Brief
Your task is to repeat the entries exactly from their first line through the line with "I am building a map index. Dump", and to stop there.

Data for processing
:::::

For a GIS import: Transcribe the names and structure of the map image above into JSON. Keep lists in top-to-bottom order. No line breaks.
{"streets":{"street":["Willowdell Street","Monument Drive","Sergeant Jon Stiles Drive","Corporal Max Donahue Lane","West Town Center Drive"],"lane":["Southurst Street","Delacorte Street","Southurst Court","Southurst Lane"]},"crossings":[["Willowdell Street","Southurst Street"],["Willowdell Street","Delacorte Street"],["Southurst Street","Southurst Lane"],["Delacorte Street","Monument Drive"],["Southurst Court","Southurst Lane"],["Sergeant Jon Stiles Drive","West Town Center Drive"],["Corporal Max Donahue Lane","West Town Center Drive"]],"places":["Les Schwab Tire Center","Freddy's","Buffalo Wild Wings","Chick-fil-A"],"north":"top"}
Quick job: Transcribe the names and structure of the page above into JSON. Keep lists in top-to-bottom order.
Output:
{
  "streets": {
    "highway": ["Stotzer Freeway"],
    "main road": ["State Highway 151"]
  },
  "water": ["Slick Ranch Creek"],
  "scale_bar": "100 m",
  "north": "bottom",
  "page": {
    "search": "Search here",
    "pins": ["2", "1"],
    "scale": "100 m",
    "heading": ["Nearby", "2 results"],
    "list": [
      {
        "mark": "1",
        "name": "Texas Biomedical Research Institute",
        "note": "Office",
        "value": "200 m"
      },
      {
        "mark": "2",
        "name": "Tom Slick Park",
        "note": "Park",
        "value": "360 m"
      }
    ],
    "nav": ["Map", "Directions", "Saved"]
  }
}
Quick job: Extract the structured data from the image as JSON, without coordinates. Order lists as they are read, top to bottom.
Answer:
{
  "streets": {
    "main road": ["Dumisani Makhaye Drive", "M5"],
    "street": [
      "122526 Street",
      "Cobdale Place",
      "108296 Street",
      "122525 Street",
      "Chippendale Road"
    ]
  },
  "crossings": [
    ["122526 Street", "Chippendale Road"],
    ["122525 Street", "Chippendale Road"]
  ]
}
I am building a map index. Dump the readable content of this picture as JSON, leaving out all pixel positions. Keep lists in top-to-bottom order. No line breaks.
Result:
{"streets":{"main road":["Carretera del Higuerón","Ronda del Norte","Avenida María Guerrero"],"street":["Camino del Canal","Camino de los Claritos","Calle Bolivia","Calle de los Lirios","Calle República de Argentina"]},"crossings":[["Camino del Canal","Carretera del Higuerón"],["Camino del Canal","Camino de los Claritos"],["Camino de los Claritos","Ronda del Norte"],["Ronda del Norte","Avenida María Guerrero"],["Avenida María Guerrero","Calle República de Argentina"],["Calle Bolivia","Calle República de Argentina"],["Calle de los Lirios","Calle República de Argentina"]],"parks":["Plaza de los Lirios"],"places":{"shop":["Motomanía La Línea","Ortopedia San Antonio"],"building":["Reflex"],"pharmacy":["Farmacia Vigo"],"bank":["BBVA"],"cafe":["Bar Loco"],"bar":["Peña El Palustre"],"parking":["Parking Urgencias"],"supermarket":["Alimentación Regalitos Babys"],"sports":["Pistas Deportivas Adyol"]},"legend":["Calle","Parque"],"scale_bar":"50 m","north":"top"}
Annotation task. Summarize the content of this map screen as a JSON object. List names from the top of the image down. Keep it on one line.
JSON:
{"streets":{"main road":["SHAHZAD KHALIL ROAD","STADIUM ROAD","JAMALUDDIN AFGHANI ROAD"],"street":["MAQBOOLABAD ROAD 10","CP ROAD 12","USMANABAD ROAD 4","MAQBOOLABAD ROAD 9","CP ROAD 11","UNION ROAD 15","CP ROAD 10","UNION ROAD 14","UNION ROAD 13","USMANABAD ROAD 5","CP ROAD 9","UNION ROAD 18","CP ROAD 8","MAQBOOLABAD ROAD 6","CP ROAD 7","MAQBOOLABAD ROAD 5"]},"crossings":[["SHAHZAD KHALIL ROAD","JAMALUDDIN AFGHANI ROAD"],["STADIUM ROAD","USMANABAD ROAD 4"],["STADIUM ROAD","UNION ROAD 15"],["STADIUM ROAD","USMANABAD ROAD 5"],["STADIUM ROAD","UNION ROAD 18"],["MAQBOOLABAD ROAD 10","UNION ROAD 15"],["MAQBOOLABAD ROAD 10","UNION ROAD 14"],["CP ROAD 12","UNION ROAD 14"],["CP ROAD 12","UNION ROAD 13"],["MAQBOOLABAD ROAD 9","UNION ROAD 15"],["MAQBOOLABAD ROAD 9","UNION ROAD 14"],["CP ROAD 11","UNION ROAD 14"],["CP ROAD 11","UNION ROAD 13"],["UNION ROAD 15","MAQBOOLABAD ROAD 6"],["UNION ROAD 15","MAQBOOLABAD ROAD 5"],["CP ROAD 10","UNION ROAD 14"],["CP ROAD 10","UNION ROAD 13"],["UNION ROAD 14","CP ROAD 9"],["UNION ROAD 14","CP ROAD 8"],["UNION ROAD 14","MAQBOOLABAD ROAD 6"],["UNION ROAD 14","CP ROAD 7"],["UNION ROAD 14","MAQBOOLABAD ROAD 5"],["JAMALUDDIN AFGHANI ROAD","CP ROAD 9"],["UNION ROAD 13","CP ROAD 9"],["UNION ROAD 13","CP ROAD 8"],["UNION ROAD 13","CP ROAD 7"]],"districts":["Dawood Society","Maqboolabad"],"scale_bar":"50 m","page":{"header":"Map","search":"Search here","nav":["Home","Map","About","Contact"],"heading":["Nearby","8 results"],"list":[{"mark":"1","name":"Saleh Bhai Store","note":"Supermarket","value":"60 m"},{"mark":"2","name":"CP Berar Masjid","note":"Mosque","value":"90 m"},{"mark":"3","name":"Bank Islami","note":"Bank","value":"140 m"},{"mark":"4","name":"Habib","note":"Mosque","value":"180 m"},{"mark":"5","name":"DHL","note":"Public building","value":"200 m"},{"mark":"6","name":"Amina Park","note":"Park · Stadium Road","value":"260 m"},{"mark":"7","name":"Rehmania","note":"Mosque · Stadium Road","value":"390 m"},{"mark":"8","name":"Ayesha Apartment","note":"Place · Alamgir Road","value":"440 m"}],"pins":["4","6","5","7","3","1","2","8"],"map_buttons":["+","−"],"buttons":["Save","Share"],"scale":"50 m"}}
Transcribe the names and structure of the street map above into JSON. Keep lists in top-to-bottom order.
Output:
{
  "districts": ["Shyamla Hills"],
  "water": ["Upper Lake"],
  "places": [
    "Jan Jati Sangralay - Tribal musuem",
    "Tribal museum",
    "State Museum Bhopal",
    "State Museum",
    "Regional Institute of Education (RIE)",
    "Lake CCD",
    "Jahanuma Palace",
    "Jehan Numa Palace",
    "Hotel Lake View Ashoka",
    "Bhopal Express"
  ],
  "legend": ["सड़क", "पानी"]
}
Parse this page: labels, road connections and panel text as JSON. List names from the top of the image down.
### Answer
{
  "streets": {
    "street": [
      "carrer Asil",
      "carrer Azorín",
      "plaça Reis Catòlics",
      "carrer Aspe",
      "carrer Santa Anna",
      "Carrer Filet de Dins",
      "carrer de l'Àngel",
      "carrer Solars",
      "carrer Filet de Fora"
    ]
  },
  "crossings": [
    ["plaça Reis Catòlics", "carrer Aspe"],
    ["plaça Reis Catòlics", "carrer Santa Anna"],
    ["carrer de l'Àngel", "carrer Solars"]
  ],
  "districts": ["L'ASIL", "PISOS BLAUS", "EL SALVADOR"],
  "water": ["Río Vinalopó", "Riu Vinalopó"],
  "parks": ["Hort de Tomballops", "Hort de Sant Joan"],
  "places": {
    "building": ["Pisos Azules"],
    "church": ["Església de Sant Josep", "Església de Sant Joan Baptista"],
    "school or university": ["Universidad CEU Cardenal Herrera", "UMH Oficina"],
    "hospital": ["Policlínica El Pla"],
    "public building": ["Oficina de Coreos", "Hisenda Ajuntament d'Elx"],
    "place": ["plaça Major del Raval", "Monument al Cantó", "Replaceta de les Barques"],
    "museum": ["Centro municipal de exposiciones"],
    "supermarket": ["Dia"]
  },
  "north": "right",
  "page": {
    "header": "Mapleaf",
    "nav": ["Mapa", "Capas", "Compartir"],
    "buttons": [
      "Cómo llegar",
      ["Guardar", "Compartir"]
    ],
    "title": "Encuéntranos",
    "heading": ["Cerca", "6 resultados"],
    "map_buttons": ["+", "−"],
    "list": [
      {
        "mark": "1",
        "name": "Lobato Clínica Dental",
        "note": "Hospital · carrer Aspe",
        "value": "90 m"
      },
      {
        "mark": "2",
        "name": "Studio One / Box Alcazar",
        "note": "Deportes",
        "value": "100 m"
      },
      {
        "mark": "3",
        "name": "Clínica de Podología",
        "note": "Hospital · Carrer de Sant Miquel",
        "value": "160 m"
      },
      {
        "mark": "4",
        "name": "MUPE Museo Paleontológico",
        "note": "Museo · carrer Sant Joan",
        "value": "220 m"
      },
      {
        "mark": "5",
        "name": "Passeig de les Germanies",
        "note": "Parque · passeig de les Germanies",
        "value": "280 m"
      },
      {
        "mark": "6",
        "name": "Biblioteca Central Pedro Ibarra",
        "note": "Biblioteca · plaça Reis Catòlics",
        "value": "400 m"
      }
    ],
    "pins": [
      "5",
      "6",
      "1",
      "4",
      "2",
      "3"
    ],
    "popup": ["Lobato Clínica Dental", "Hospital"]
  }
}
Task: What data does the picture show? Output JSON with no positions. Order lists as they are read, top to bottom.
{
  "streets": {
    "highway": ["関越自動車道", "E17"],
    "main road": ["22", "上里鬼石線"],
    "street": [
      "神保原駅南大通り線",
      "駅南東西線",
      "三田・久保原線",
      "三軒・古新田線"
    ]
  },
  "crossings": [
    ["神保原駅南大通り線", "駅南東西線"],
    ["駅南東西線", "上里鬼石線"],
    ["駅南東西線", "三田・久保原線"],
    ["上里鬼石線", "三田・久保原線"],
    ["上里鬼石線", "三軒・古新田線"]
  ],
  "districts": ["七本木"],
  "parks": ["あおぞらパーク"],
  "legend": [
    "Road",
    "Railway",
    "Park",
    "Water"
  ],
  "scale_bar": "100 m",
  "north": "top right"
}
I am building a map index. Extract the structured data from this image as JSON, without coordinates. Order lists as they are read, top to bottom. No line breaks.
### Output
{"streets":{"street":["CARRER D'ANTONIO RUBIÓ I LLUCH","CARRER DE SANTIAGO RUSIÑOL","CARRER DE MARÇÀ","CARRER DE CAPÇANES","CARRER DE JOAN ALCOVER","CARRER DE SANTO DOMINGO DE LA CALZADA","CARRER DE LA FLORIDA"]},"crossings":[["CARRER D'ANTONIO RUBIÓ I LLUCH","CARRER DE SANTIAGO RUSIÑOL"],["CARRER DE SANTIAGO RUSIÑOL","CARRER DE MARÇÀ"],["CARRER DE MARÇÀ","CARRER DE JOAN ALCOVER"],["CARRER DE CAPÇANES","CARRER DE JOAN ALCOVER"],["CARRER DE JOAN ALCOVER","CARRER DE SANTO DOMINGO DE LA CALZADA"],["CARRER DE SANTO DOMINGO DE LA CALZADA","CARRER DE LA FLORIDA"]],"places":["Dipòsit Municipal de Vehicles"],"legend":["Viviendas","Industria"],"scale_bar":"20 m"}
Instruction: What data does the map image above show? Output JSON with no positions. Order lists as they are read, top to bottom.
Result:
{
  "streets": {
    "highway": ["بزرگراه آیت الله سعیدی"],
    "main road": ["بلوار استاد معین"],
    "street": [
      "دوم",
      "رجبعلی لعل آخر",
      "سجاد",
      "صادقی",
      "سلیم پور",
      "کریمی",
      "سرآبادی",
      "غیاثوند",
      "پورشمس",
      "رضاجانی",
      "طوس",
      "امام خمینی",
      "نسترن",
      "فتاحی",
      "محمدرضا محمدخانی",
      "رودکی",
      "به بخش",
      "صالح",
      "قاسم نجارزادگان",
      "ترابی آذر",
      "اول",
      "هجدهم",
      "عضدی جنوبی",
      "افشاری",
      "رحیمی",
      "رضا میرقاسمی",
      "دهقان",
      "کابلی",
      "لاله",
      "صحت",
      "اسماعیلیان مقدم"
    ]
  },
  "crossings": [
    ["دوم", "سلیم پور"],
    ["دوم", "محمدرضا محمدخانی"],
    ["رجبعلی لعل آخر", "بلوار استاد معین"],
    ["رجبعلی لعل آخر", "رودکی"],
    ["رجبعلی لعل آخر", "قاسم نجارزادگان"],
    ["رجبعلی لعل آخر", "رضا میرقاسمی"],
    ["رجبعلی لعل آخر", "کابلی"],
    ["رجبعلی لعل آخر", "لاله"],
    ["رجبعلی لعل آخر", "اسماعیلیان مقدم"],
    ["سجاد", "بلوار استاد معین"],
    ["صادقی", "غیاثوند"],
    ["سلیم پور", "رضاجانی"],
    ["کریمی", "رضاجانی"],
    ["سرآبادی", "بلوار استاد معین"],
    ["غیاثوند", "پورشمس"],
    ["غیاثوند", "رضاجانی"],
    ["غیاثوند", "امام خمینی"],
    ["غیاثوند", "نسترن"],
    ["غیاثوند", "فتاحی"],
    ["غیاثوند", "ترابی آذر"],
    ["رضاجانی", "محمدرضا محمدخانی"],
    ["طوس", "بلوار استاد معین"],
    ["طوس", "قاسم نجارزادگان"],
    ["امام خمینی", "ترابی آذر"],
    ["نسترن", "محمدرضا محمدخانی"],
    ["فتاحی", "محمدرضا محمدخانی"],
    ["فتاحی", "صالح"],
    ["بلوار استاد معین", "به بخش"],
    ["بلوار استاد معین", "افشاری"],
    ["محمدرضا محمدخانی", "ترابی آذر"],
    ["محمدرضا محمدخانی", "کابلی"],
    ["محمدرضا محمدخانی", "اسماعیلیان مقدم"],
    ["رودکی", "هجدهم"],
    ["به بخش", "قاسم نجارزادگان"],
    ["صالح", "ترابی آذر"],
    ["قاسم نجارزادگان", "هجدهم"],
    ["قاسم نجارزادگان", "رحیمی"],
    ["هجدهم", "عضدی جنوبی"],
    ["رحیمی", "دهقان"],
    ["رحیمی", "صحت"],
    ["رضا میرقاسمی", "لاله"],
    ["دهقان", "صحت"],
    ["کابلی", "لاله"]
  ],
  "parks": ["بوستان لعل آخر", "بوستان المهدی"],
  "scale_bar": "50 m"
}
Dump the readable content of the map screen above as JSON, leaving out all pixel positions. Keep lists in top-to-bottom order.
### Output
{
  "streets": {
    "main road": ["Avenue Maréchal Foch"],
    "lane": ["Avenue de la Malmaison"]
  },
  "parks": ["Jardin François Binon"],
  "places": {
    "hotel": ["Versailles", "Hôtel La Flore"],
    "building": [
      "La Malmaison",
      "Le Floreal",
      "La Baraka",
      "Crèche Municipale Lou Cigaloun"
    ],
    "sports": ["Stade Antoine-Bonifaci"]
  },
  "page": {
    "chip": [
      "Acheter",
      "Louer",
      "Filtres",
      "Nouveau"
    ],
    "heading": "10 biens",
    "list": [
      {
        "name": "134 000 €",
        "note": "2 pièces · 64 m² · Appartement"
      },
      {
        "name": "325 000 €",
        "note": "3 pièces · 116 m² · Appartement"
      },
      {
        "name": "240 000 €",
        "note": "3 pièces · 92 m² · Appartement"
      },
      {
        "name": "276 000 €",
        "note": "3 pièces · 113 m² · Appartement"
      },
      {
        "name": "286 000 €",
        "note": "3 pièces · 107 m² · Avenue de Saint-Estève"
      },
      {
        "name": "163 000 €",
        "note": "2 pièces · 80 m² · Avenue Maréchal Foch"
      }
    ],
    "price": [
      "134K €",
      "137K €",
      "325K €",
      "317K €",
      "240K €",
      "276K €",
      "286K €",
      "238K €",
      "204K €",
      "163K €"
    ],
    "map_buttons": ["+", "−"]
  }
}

:::::

Exercise solution
For a GIS import: Transcribe the names and structure of the map image above into JSON. Keep lists in top-to-bottom order. No line breaks.
{"streets":{"street":["Willowdell Street","Monument Drive","Sergeant Jon Stiles Drive","Corporal Max Donahue Lane","West Town Center Drive"],"lane":["Southurst Street","Delacorte Street","Southurst Court","Southurst Lane"]},"crossings":[["Willowdell Street","Southurst Street"],["Willowdell Street","Delacorte Street"],["Southurst Street","Southurst Lane"],["Delacorte Street","Monument Drive"],["Southurst Court","Southurst Lane"],["Sergeant Jon Stiles Drive","West Town Center Drive"],["Corporal Max Donahue Lane","West Town Center Drive"]],"places":["Les Schwab Tire Center","Freddy's","Buffalo Wild Wings","Chick-fil-A"],"north":"top"}
Quick job: Transcribe the names and structure of the page above into JSON. Keep lists in top-to-bottom order.
Output:
{
  "streets": {
    "highway": ["Stotzer Freeway"],
    "main road": ["State Highway 151"]
  },
  "water": ["Slick Ranch Creek"],
  "scale_bar": "100 m",
  "north": "bottom",
  "page": {
    "search": "Search here",
    "pins": ["2", "1"],
    "scale": "100 m",
    "heading": ["Nearby", "2 results"],
    "list": [
      {
        "mark": "1",
        "name": "Texas Biomedical Research Institute",
        "note": "Office",
        "value": "200 m"
      },
      {
        "mark": "2",
        "name": "Tom Slick Park",
        "note": "Park",
        "value": "360 m"
      }
    ],
    "nav": ["Map", "Directions", "Saved"]
  }
}
Quick job: Extract the structured data from the image as JSON, without coordinates. Order lists as they are read, top to bottom.
Answer:
{
  "streets": {
    "main road": ["Dumisani Makhaye Drive", "M5"],
    "street": [
      "122526 Street",
      "Cobdale Place",
      "108296 Street",
      "122525 Street",
      "Chippendale Road"
    ]
  },
  "crossings": [
    ["122526 Street", "Chippendale Road"],
    ["122525 Street", "Chippendale Road"]
  ]
}
I am building a map index. Dump the readable content of this picture as JSON, leaving out all pixel positions. Keep lists in top-to-bottom order. No line breaks.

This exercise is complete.